Friday, January 13, 2023
Friday Science Trivia: When Two Ultra-Massive Black Holes Collide... What Will Happen, At Earth Distance -- Of 420 Million Light-years?
Together, these two closely circling black holes are about 325 million times more massive than our Sun. Let me repeat that: millions of times. [The last one we observed (in 2019) involved black holes less than 100 times the Sun's mass, but happened nearer to us.]
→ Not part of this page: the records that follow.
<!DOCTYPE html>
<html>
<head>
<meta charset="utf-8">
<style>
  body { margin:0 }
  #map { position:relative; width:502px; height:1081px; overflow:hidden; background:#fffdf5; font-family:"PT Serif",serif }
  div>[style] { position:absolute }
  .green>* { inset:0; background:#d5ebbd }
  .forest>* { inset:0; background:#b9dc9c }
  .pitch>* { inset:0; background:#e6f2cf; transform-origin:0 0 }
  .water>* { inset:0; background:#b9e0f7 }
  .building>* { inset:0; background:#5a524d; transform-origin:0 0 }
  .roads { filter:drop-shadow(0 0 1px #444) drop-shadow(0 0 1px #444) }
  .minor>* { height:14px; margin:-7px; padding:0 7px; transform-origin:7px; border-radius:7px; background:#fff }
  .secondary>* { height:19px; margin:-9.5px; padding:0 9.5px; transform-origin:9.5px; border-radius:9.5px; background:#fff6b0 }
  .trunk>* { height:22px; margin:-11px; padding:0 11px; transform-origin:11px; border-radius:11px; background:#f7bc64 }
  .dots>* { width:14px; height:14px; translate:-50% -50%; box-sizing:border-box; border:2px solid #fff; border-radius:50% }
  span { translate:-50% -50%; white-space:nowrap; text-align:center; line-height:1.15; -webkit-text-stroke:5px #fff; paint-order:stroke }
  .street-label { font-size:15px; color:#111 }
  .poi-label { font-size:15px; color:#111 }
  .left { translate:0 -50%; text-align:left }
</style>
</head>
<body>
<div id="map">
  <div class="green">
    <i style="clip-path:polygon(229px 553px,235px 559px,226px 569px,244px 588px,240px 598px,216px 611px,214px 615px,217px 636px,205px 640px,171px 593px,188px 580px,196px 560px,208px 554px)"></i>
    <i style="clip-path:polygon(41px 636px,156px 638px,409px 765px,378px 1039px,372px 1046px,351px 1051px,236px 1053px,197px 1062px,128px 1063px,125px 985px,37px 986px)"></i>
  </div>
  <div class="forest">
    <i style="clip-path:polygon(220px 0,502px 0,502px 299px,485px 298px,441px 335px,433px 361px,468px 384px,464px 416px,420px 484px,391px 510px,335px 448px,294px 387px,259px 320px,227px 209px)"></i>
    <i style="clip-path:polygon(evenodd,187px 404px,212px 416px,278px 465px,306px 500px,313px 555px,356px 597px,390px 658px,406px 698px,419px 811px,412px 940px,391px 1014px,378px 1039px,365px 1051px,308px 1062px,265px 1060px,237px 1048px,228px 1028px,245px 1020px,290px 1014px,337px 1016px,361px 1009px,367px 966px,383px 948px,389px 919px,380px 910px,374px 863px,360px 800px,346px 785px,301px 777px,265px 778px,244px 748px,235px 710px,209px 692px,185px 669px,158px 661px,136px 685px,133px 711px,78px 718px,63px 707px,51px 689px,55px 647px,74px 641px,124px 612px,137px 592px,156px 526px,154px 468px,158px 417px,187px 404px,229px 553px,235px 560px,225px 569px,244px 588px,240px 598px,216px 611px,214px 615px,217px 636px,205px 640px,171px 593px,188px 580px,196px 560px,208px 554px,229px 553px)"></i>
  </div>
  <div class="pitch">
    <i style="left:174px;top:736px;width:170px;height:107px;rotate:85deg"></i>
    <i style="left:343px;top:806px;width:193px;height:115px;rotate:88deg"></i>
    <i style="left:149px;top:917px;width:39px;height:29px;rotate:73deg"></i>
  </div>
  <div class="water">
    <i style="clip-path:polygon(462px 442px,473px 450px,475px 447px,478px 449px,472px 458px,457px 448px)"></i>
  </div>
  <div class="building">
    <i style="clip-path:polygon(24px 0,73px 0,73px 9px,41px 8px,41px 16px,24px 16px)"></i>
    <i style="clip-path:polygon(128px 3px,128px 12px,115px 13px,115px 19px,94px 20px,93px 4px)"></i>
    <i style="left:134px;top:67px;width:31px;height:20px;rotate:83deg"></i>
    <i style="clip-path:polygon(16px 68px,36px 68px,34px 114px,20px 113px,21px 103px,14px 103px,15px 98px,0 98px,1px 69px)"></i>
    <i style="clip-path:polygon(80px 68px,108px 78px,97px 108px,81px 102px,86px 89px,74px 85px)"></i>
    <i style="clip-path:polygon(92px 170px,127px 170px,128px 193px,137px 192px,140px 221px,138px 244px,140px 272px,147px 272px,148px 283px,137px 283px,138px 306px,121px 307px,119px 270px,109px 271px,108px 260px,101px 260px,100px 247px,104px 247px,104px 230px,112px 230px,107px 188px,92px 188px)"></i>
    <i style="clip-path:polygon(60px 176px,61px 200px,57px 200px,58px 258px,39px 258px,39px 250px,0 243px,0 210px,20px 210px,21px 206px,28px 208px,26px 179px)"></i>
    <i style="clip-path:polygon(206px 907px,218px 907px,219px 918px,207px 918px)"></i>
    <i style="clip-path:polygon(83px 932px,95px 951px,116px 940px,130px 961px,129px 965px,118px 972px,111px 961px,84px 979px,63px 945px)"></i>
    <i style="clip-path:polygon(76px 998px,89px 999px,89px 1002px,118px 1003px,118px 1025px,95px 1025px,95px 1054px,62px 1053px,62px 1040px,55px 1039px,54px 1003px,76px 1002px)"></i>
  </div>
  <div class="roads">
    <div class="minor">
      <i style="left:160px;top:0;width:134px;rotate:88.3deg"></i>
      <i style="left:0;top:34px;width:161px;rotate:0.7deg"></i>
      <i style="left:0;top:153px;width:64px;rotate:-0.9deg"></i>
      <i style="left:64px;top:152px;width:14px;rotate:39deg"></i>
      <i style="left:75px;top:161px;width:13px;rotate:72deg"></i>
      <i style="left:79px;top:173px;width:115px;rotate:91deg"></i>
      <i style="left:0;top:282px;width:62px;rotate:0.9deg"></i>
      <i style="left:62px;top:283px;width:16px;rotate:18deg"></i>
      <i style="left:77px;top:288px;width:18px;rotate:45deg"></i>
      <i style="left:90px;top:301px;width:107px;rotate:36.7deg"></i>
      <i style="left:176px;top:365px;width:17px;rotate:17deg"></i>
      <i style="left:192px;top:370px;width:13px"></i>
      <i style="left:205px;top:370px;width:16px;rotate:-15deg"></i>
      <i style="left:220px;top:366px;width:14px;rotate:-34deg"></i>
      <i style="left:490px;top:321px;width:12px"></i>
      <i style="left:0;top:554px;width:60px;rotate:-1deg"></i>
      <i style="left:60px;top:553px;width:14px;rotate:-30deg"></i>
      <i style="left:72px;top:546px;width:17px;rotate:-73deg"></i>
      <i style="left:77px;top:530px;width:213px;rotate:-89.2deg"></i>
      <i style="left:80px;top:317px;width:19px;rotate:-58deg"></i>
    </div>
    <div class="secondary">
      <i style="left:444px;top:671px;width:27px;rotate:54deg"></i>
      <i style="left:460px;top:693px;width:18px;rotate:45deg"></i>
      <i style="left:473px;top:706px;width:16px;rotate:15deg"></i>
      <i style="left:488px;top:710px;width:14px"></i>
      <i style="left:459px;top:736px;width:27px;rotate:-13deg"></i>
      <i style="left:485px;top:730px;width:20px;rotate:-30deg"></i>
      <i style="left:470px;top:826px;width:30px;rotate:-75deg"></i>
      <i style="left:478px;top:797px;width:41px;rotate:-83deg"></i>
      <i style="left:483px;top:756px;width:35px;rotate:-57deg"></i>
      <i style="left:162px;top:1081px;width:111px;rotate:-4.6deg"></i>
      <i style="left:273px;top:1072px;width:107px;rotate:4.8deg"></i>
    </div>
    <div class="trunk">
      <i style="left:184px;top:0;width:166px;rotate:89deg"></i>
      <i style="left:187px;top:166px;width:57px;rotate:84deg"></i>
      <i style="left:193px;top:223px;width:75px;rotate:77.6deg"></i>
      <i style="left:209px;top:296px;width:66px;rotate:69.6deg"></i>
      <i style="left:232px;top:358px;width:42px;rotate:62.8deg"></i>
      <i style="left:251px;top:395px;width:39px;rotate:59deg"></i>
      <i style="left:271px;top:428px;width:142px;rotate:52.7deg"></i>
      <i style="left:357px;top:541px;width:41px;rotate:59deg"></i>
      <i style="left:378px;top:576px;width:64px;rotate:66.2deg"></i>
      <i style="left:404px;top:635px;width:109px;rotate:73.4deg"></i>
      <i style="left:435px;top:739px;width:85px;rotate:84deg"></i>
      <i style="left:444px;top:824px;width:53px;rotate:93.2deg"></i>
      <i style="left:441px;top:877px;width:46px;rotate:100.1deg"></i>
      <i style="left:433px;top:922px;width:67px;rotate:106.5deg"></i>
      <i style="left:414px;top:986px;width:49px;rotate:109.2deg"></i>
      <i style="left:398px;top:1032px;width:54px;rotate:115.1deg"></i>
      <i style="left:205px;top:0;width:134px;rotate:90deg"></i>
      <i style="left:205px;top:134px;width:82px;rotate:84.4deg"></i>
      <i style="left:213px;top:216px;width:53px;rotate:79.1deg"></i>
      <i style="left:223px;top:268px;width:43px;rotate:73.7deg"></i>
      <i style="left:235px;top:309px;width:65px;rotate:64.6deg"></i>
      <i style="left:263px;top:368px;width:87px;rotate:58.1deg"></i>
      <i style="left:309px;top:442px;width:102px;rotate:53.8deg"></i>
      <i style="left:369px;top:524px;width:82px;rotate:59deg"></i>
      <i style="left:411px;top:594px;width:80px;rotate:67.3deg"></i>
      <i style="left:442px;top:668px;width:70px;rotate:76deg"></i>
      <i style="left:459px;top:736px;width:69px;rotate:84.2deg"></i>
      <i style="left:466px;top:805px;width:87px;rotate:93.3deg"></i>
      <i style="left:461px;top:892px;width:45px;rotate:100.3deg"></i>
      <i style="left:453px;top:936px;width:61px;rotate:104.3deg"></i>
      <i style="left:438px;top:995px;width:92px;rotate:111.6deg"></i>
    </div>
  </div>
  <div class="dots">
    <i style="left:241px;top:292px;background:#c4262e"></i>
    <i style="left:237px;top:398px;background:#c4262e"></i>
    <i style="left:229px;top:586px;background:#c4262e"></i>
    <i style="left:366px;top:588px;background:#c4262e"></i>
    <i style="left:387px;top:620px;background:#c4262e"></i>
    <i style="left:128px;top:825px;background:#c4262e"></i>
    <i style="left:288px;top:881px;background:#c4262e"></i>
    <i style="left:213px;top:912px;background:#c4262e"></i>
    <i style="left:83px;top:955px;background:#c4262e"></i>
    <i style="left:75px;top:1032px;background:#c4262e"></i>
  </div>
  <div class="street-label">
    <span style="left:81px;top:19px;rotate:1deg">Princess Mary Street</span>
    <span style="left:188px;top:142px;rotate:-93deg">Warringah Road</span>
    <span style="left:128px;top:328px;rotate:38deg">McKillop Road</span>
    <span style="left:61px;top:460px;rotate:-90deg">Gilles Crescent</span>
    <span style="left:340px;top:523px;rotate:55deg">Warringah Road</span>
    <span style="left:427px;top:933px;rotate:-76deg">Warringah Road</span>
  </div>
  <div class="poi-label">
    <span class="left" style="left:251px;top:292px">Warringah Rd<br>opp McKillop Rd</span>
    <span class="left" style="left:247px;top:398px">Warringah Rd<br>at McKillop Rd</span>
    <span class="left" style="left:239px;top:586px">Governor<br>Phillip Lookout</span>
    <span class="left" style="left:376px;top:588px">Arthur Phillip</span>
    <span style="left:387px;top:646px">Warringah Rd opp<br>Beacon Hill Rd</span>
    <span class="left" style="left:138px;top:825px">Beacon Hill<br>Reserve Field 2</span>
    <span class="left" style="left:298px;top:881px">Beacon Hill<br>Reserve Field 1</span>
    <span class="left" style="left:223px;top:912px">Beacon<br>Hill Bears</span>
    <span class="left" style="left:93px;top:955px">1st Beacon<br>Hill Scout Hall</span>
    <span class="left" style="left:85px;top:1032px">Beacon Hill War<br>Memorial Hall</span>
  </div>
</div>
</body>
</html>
And the energy released when these ultra-giants collapse into each other will generate a gravity wave of truly cataclysmic proportions. It may be lethal for any star system within about 300,000 light years of the event. . . but we will be comfortably far away, according to all best estimates. We know that energy from these gravity waves propagates, but dissipates, proportional to the square of the distance from the epi-center. And that's a vast, vast amount of. . . distance.
Even so, at our distance. . . tsunamis might occur. It might be equivalent to the energy exerted by the moon's tidal forces, but all within a millisecond. . . so, depending on whether Richard Feynman was right, that all of local space-time will expand and contract in a uniform, and instantaneous fashion, we might see nothing.
But if the wave propagates across the Earth, and is either slowed or accelerated in the interstellar medium around us, we might see an actual ripple in the pond, that is our oceans, since the water would be most easily displaced by it.
In a most extreme scenario, the crystalline structures supporting our crust might fracture, and collapse in places. But only, as I say, if Feynman was. . . wrong. Only if space time doesn't react uniformly to the energy of the gravity wave.
And in any event, this actual merger is likely still some 400 million years ahead, into the future -- as the light of the close approach is just now reaching us, from 420 million years in the past -- far out in the inky black of deep, deep space. So, rest easy. Feynman was almost certainly right about it -- we will be able to detect it at the Ldar facilities in Louisiana and Washington state, assuming we are still here then -- but only the very thinnest fraction of the resulting gravity wave will be converted to energy in the physics of our standard model, based on 2019 observations of smaller, nearer, gravity wave events.